Ed agli occhi di un bambino che si apprestava a cominciare le medie era ben chiaro chi tra i due era il buono e chi il cattivo: perché alla fine tutto si riduce a questo, quando si è piccoli, ed il cattivo non era quello con la R moscia, il cattivo non era quello che inneggiava ai No-Global ed auspicava la fine del sistema capitalistico, il cattivo non era il rosso. Il cattivo era il nero, che godeva nel vedere il rosso sui marciapiedi, sulle strade, sui muri della scuola Diaz, sui termosifoni, sui visi di giovani che hanno visto infrangersi le loro voci ed i loro volti sotto i colpi dei manganelli. 
Mi ricordo bene quella sera, mi ricordo bene il dolore che provavo nel vedere certe immagini, mi ricordo bene quello che in me nacque: ebbi il mio primo vagito di lotta, ebbi per la prima volta il desiderio di capirci di più, di andare più a fondo, di comprendere al meglio quel che mi circondava, di sapere. Era nata la mia curiosità per ciò che riguarda il sociale, il lavoro, il benessere di tutti, le meccaniche della politica. 
E voglio pensare che anche altri, con me, quella sera abbiano avuto quest'illuminazione, abbiano urlato per la prima volta per coprire la nera cagnara, per contrastare il Potere, per desiderare di soverchiarlo in nome di una reale giustizia, di una reale uguaglianza, di una reale convivenza. 
Da allora almeno un paio di volte a settimana qui in casa si parla di politica, ci si confronta, spesso ci si scontra, ma sempre con l'obiettivo di arricchire il proprio punto di vista, di renderlo più critico, più consapevole, più razionale, ma sempre alimentato dal rosso fuoco della lotta, dall'intestino desiderio di riscossa, di riscatto, di ribellione.

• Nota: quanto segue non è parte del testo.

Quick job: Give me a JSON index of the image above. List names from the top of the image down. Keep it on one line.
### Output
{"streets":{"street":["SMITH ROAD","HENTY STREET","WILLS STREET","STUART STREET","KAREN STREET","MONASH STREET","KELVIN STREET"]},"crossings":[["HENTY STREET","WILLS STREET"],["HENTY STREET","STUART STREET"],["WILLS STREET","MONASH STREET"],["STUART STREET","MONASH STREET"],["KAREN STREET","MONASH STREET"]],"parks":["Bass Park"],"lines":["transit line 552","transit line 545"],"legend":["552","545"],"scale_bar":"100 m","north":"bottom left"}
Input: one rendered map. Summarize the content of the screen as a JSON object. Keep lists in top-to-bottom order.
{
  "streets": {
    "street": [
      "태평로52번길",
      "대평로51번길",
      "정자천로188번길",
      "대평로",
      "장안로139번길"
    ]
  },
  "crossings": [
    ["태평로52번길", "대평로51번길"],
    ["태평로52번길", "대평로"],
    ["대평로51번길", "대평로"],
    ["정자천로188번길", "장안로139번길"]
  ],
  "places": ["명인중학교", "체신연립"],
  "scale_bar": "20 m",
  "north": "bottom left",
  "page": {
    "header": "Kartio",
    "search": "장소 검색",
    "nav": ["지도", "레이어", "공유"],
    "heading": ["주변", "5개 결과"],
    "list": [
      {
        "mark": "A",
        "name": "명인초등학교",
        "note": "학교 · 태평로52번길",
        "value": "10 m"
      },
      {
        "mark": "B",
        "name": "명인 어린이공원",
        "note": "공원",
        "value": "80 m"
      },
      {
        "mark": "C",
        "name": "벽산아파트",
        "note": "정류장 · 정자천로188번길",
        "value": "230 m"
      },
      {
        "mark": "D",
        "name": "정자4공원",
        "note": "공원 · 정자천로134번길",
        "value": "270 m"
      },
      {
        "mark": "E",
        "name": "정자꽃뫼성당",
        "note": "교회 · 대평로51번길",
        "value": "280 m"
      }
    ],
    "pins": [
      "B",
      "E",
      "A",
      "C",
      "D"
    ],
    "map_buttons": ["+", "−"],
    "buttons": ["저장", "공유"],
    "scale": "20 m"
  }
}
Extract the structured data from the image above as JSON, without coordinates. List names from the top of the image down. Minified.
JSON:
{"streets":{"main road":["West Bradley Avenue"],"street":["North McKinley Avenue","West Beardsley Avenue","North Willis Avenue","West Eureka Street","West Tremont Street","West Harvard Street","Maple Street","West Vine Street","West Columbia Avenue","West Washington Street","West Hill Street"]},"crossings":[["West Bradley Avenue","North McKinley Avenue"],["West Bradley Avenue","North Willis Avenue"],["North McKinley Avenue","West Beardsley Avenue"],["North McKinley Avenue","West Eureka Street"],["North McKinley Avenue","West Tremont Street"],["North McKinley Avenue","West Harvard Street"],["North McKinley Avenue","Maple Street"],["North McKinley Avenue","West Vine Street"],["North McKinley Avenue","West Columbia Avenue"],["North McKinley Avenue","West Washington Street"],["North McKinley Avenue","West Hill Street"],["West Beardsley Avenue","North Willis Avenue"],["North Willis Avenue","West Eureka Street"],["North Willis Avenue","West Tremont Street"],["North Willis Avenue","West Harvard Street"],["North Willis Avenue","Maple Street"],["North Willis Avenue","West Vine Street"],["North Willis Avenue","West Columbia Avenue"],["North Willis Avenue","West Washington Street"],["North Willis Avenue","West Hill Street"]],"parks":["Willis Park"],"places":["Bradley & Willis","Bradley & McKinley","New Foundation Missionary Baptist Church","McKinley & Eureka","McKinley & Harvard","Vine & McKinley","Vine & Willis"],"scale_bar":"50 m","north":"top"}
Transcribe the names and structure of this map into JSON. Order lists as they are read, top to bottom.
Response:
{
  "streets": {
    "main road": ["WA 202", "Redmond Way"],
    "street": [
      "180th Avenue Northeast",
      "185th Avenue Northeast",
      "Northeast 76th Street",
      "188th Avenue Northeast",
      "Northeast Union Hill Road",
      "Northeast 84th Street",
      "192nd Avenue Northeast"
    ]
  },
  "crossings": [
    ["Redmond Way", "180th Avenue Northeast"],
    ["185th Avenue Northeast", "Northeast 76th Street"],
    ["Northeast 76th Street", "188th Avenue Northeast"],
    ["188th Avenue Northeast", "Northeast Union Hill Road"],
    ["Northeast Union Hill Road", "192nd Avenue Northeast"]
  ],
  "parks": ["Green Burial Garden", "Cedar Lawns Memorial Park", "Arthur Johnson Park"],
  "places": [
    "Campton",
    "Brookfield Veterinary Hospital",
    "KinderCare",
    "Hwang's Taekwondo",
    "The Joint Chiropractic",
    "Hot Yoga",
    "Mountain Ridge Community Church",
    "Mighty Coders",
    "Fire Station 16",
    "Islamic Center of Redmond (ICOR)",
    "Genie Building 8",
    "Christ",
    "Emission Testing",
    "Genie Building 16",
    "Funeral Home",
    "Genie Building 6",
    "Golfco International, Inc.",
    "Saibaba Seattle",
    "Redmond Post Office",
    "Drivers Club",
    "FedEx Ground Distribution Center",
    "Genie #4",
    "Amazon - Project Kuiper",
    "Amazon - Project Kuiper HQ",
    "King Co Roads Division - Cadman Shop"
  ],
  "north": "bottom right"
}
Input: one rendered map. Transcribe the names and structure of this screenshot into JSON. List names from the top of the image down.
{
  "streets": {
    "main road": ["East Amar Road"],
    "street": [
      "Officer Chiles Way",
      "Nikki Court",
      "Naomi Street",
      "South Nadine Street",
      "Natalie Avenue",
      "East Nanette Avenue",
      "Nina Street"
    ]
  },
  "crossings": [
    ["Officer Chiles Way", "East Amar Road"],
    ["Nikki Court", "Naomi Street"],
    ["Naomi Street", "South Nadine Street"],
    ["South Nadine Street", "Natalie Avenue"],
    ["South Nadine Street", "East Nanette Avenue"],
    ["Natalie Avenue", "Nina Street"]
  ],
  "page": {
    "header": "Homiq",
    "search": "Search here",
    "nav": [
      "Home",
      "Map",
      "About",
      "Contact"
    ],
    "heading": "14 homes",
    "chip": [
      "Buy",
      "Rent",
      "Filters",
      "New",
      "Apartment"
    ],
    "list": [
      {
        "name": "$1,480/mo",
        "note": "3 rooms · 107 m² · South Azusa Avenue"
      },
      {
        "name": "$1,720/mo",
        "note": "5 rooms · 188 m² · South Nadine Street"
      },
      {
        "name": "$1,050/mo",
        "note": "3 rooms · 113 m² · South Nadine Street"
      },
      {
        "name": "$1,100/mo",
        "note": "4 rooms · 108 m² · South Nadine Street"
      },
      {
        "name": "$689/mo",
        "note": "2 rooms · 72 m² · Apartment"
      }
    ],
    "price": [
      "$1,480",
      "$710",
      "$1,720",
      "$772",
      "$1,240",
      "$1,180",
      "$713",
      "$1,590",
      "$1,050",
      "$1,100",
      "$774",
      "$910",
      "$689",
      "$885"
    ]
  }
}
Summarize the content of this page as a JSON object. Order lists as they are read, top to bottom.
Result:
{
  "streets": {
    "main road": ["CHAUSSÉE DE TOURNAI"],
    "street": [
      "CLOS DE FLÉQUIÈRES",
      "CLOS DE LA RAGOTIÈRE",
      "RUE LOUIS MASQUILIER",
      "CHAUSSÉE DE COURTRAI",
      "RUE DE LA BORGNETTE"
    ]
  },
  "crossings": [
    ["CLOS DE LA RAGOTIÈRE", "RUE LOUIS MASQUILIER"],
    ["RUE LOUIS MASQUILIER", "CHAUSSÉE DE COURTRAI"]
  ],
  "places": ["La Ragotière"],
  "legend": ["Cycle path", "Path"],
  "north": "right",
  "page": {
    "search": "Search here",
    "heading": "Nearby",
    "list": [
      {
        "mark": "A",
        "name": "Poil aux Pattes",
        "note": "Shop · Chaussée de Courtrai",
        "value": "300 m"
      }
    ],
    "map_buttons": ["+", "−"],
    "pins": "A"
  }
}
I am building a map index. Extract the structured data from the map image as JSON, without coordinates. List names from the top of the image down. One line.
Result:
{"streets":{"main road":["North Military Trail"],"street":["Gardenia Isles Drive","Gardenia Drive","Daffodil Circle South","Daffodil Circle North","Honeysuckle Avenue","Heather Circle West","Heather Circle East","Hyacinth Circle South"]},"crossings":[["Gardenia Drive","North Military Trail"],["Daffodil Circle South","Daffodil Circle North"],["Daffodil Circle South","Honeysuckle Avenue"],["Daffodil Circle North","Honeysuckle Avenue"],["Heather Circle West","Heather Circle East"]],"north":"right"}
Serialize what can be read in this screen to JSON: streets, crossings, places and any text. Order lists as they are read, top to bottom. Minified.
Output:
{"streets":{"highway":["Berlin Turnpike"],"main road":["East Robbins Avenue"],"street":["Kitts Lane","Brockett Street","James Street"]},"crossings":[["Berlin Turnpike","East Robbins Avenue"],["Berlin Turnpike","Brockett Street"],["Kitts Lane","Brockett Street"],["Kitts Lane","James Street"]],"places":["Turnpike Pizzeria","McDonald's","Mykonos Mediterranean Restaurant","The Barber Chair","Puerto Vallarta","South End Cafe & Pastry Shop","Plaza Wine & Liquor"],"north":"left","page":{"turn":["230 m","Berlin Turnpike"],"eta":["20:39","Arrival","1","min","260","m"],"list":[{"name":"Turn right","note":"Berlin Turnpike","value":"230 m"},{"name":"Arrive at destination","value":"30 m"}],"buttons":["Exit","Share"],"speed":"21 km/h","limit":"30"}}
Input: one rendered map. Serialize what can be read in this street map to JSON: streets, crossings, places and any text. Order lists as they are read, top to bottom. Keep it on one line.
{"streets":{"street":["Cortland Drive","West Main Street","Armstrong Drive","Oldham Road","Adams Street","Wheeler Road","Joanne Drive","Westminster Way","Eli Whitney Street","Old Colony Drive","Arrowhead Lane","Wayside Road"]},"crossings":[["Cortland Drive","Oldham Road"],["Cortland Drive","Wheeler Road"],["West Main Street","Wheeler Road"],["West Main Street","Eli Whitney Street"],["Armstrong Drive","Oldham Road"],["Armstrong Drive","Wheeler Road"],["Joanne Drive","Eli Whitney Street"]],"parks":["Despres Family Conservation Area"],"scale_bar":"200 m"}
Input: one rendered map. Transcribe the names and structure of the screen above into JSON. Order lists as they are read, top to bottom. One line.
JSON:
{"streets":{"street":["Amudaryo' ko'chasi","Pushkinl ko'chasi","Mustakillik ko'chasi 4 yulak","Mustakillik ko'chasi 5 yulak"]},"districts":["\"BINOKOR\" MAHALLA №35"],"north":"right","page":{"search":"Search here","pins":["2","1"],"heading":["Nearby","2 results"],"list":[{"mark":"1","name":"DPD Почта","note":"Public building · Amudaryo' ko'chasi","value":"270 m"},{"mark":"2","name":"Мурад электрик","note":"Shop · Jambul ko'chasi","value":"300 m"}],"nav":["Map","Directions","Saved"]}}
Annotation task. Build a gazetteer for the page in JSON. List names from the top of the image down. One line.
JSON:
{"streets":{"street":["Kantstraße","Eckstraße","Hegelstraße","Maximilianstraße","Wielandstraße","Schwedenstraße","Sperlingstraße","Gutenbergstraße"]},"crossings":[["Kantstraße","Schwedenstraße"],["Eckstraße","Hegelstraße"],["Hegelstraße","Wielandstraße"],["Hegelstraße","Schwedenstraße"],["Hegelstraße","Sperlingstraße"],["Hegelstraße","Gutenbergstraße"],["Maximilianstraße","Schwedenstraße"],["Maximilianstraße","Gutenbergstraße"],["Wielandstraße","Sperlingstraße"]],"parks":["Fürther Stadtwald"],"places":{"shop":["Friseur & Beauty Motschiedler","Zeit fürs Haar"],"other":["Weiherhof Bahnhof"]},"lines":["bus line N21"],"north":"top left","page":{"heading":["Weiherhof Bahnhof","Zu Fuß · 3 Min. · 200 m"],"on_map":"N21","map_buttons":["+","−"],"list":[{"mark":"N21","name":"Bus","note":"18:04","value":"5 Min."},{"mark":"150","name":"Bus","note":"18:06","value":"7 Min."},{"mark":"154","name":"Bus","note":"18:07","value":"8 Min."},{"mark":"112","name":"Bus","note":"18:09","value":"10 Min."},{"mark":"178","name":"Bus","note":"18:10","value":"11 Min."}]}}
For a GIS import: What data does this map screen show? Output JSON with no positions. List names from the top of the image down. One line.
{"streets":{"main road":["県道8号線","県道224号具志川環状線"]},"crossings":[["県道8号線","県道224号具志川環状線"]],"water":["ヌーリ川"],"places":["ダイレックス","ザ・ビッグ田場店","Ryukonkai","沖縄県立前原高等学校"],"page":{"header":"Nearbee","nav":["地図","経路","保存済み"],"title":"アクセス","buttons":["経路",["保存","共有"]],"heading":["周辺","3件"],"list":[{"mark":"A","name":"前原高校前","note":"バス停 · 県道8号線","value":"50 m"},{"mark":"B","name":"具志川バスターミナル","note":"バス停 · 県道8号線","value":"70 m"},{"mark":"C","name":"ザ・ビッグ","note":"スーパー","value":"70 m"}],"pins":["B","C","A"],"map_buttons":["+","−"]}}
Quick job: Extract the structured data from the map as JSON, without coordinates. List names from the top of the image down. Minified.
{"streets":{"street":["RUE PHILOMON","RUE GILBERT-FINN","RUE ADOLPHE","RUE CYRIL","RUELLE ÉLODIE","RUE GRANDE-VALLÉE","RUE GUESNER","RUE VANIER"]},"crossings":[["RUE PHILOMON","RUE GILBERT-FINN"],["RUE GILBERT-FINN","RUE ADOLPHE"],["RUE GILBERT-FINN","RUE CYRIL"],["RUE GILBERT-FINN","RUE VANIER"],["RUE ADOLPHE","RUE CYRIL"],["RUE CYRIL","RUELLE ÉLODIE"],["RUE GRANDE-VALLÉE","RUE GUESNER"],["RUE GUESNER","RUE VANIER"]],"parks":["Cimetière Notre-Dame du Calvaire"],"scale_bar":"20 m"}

E tutto questo ho spesso provato a portarlo fuori dalle mura di casa: tra i banchi di scuola, con gli amici, con le ragazze, o all'università, ai banchetti per raccogliere le firme dei referendum, sui social network. 
Continuerò a farlo, continuerò a portare avanti le mie idee. Per me, per chi mi circonda, per la causa. E per i ragazzi di Genova, che tredici anni fa, forse inconsapevolmente, mi hanno invitato ad unirmi mentalmente a loro. Ed io quell'invito voglio continuare ad accettarlo ogni giorno.